WORK TO BE COMPLETED>
Every line in the material below that includes "serif" should be copied.

SOURCE DATA>
──────────────────────────────
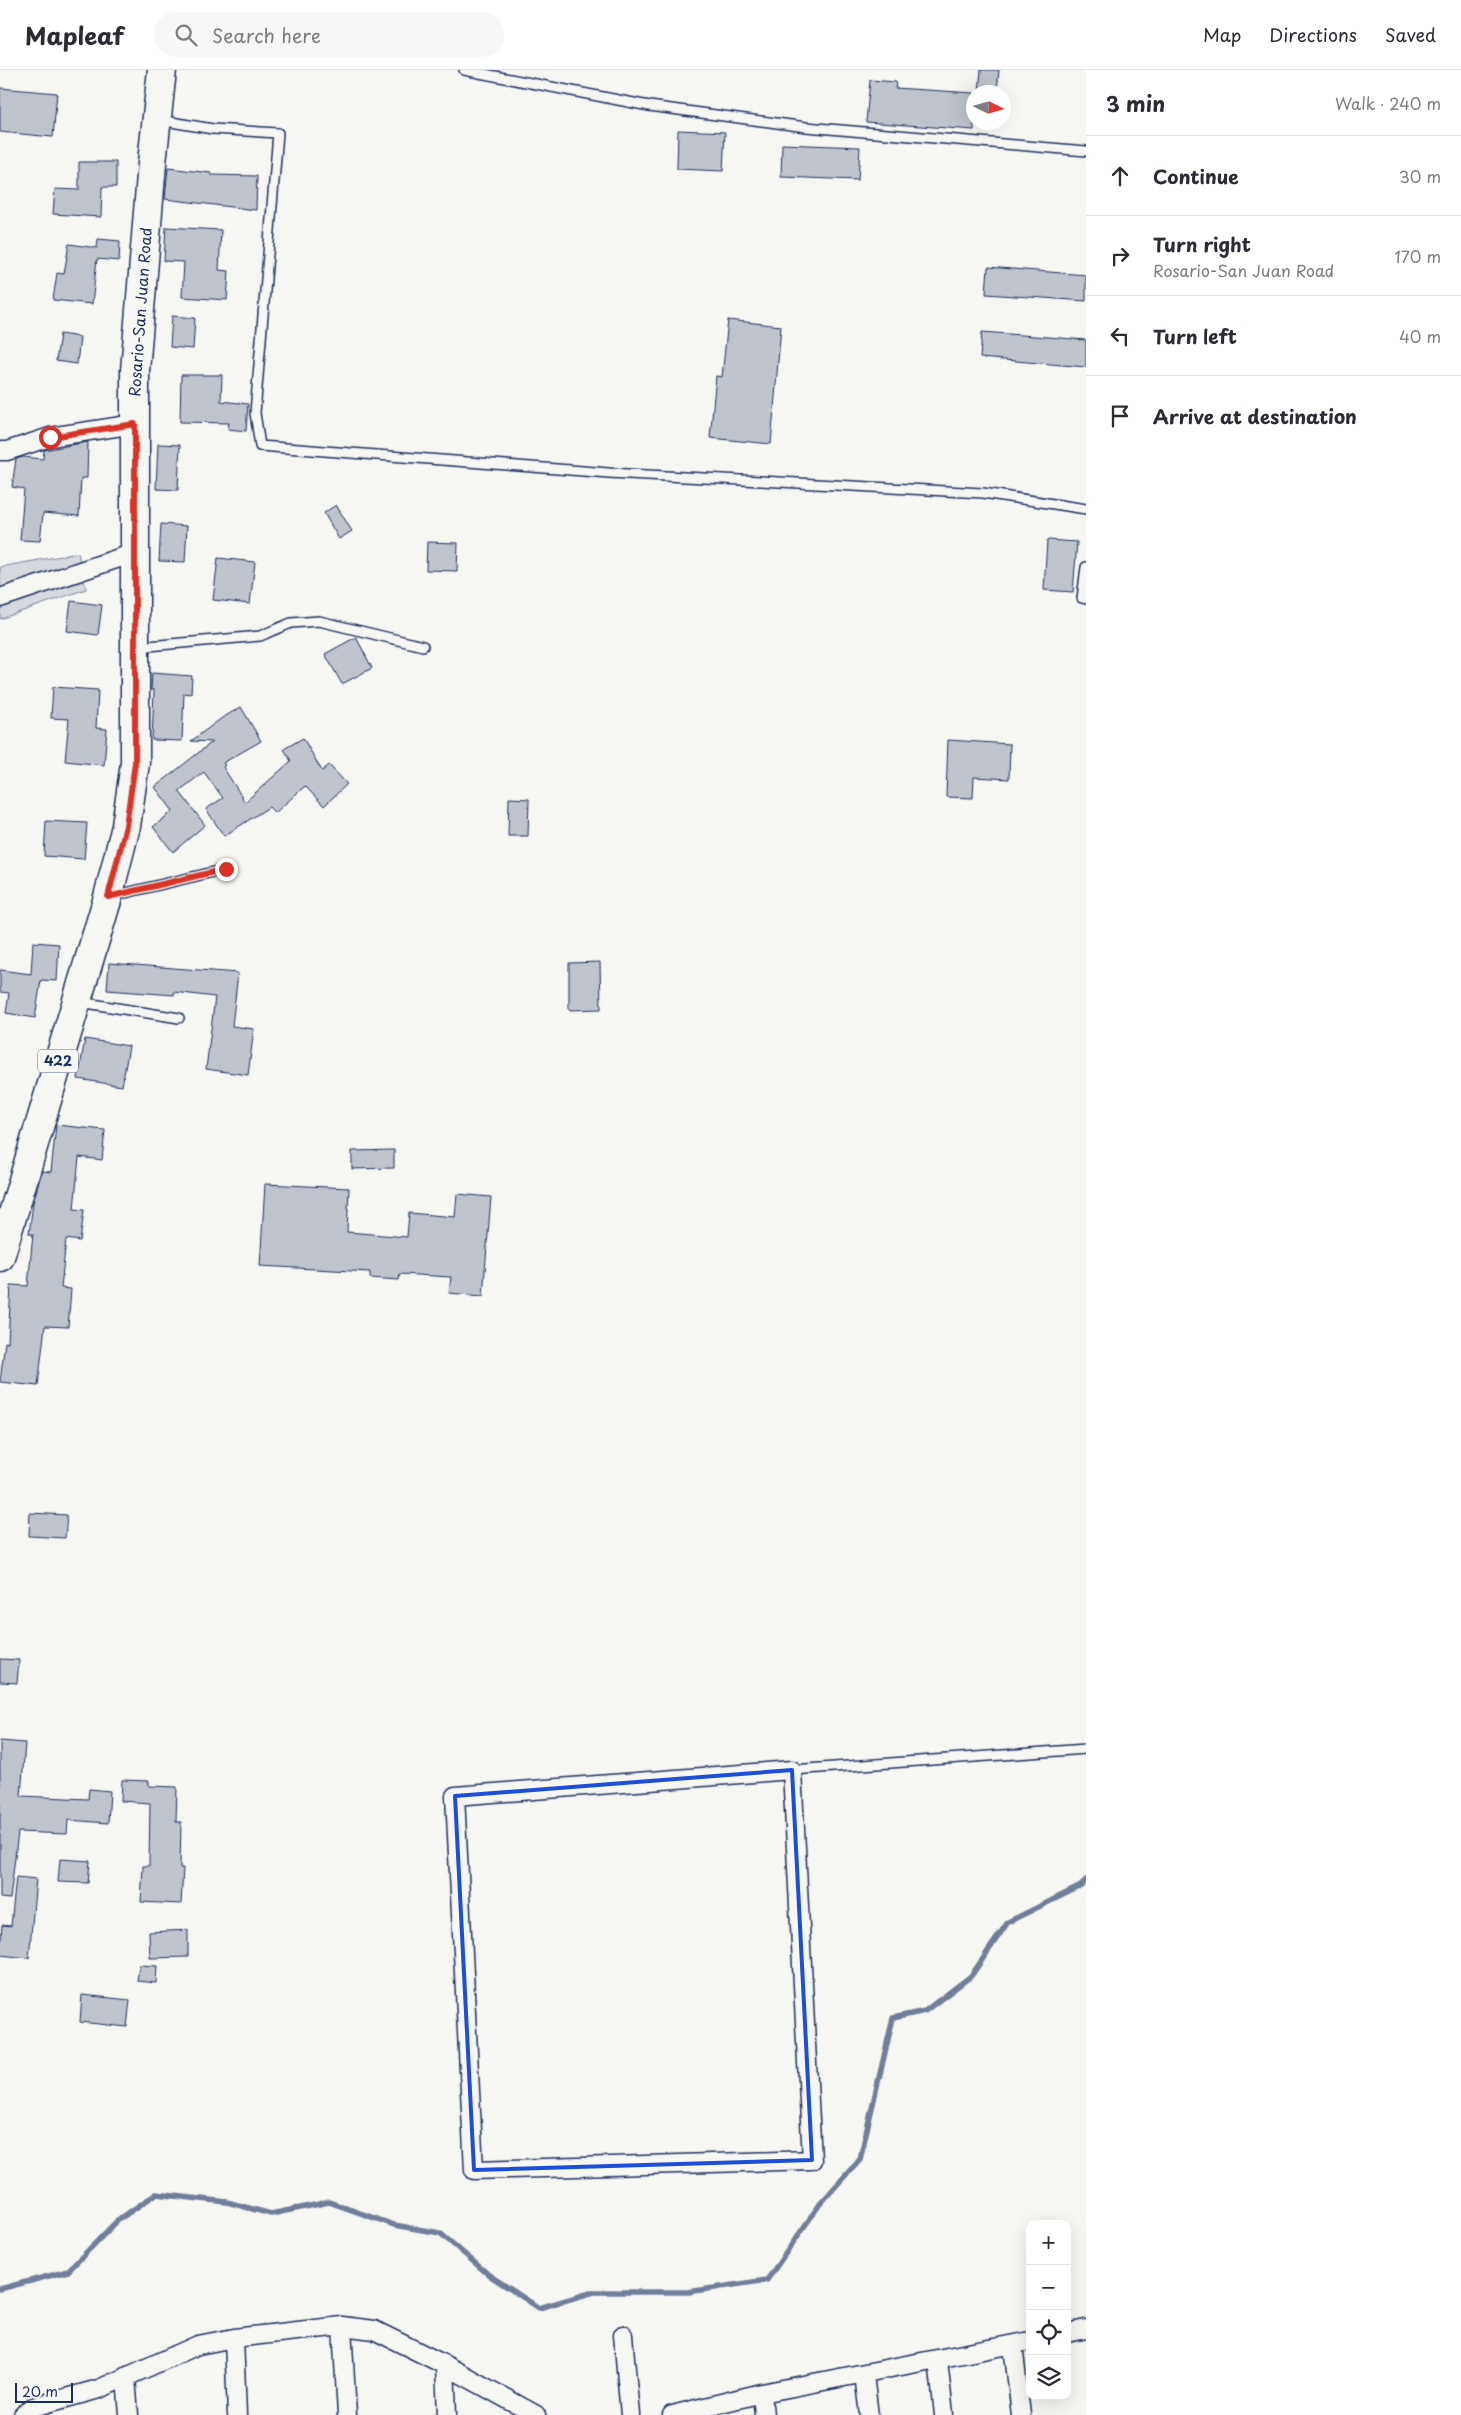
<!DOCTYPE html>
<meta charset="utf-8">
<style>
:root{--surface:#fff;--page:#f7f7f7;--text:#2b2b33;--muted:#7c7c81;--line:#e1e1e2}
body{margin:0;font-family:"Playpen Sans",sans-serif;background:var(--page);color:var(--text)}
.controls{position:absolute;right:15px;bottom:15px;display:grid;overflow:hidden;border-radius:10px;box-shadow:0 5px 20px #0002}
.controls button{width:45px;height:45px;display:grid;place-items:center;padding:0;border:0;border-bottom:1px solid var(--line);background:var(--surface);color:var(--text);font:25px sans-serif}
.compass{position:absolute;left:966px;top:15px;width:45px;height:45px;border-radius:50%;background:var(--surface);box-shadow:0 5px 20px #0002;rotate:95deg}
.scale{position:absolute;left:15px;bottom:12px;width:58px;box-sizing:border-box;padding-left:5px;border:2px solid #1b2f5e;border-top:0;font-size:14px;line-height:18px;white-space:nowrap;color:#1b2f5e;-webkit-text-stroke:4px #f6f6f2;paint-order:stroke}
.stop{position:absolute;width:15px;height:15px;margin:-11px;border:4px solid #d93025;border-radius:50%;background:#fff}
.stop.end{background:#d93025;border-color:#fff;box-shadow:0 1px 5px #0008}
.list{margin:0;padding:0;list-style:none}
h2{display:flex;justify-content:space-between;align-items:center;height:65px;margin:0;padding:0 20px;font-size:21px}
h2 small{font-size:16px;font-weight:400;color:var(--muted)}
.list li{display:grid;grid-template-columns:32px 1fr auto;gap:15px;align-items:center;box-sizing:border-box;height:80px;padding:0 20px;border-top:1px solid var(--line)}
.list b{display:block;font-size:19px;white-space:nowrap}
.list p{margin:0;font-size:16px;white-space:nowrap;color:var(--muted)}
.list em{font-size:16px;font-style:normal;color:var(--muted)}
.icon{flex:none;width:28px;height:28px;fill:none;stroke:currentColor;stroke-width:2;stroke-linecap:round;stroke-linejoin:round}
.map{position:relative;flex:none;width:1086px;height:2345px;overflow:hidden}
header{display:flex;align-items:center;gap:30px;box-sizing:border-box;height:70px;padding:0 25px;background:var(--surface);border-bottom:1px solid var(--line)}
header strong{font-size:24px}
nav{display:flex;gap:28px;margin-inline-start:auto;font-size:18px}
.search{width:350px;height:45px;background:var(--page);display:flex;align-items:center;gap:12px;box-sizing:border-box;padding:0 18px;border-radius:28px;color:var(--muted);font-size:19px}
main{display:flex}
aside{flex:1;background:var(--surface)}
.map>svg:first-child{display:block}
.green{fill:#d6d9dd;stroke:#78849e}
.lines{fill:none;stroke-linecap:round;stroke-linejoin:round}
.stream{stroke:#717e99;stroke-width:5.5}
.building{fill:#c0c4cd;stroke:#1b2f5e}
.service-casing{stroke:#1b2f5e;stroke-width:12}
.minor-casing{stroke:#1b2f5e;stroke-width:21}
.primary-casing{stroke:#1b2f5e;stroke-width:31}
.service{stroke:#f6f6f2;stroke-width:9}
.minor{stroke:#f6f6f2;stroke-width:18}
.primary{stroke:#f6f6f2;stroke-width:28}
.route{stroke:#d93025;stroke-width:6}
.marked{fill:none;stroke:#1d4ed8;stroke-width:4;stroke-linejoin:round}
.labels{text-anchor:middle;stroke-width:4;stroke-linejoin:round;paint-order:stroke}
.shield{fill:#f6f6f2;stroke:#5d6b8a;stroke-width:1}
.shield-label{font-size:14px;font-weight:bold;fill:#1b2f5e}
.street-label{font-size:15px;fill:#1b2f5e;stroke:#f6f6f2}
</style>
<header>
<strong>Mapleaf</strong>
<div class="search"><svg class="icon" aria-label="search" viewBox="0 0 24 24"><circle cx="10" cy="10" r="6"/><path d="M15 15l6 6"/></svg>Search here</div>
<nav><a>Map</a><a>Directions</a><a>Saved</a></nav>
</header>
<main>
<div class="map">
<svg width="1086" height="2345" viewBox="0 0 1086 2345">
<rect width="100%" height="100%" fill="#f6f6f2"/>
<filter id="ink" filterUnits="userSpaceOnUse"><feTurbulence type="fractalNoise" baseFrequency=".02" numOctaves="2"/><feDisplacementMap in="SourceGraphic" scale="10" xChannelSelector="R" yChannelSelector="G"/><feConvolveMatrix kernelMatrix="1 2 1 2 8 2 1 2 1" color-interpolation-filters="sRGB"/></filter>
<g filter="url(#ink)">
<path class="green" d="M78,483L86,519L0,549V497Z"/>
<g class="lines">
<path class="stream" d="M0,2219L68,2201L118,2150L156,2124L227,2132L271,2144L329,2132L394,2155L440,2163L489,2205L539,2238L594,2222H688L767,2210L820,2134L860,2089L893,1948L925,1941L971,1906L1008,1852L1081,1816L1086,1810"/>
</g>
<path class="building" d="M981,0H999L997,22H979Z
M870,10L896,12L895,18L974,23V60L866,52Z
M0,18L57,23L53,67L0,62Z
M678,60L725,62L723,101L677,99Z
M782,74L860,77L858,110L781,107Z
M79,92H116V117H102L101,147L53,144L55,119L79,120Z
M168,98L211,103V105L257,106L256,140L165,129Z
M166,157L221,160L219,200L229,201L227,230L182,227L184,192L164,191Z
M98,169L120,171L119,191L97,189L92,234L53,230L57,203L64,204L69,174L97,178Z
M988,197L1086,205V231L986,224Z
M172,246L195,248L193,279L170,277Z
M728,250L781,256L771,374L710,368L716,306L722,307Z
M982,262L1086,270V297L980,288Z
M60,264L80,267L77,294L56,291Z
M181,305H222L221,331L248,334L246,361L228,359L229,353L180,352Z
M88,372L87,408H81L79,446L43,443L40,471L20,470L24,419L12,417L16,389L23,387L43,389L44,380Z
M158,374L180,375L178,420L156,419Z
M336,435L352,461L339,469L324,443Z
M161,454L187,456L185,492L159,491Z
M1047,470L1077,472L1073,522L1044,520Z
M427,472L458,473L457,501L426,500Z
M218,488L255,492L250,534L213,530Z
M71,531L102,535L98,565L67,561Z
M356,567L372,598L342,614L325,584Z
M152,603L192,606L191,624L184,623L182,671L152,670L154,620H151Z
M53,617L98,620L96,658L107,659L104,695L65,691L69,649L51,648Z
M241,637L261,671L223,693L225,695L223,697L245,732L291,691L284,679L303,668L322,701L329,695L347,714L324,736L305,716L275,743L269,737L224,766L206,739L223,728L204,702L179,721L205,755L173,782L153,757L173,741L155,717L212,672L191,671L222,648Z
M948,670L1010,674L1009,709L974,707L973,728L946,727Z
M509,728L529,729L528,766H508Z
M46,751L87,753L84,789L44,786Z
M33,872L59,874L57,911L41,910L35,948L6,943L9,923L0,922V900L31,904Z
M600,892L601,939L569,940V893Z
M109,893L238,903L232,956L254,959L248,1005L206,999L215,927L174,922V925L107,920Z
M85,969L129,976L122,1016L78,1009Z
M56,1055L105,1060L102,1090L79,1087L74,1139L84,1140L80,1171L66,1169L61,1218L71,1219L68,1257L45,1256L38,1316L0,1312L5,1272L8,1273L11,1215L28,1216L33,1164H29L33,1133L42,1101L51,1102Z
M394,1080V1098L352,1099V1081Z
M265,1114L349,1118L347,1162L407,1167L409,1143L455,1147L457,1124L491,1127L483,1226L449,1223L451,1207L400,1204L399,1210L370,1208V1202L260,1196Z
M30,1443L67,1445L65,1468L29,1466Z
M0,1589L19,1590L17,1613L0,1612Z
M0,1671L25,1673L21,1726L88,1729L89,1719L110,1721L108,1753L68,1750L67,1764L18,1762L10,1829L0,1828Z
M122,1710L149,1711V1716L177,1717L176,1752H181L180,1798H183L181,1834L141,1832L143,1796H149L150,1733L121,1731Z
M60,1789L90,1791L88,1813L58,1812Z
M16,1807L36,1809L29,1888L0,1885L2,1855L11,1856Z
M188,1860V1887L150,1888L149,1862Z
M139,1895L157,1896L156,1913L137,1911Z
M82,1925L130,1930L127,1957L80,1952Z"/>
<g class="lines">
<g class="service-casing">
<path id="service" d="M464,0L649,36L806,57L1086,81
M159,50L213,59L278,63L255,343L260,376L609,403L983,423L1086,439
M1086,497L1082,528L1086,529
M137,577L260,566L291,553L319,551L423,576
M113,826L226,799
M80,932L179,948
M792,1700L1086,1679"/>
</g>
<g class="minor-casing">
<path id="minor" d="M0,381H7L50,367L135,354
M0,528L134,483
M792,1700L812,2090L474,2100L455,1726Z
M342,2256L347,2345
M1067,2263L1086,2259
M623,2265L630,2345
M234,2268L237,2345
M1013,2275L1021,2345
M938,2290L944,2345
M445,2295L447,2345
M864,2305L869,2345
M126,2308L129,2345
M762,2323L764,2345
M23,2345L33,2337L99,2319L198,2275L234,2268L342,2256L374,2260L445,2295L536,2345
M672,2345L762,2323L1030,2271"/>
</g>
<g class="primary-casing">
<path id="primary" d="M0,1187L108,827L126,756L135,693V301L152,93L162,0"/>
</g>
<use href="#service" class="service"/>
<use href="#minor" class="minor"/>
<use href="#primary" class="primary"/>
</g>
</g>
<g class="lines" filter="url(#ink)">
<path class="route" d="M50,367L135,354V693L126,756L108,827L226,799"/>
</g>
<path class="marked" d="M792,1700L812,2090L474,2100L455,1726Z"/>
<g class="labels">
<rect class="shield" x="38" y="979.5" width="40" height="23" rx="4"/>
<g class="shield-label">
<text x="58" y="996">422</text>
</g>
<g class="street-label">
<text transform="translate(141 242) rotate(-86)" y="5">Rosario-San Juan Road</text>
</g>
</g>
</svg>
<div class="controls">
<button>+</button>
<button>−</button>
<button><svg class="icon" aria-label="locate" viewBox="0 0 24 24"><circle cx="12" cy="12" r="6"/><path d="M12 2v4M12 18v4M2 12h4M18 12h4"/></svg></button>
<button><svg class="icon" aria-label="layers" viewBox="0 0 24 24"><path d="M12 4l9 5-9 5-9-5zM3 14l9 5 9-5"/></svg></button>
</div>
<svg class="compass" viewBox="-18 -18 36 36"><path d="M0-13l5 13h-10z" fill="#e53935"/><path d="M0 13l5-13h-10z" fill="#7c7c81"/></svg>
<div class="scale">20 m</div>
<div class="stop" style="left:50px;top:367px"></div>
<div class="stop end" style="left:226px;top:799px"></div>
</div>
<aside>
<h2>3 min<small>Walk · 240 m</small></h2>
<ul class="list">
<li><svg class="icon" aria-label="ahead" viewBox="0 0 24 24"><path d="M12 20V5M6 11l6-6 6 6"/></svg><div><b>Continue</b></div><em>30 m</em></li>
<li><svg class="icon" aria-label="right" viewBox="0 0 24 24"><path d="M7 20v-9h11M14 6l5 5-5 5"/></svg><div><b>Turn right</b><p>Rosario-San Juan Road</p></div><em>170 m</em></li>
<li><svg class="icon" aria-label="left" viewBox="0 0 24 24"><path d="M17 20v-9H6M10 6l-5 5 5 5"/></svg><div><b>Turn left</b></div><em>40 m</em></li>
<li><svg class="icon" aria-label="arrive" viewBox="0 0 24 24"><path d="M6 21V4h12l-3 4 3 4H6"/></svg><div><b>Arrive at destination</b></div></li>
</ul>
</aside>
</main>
──────────────────────────────
ANSWER FOR THE TASK>
body{margin:0;font-family:"Playpen Sans",sans-serif;background:var(--page);color:var(--text)}
.controls button{width:45px;height:45px;display:grid;place-items:center;padding:0;border:0;border-bottom:1px solid var(--line);background:var(--surface);color:var(--text);font:25px sans-serif}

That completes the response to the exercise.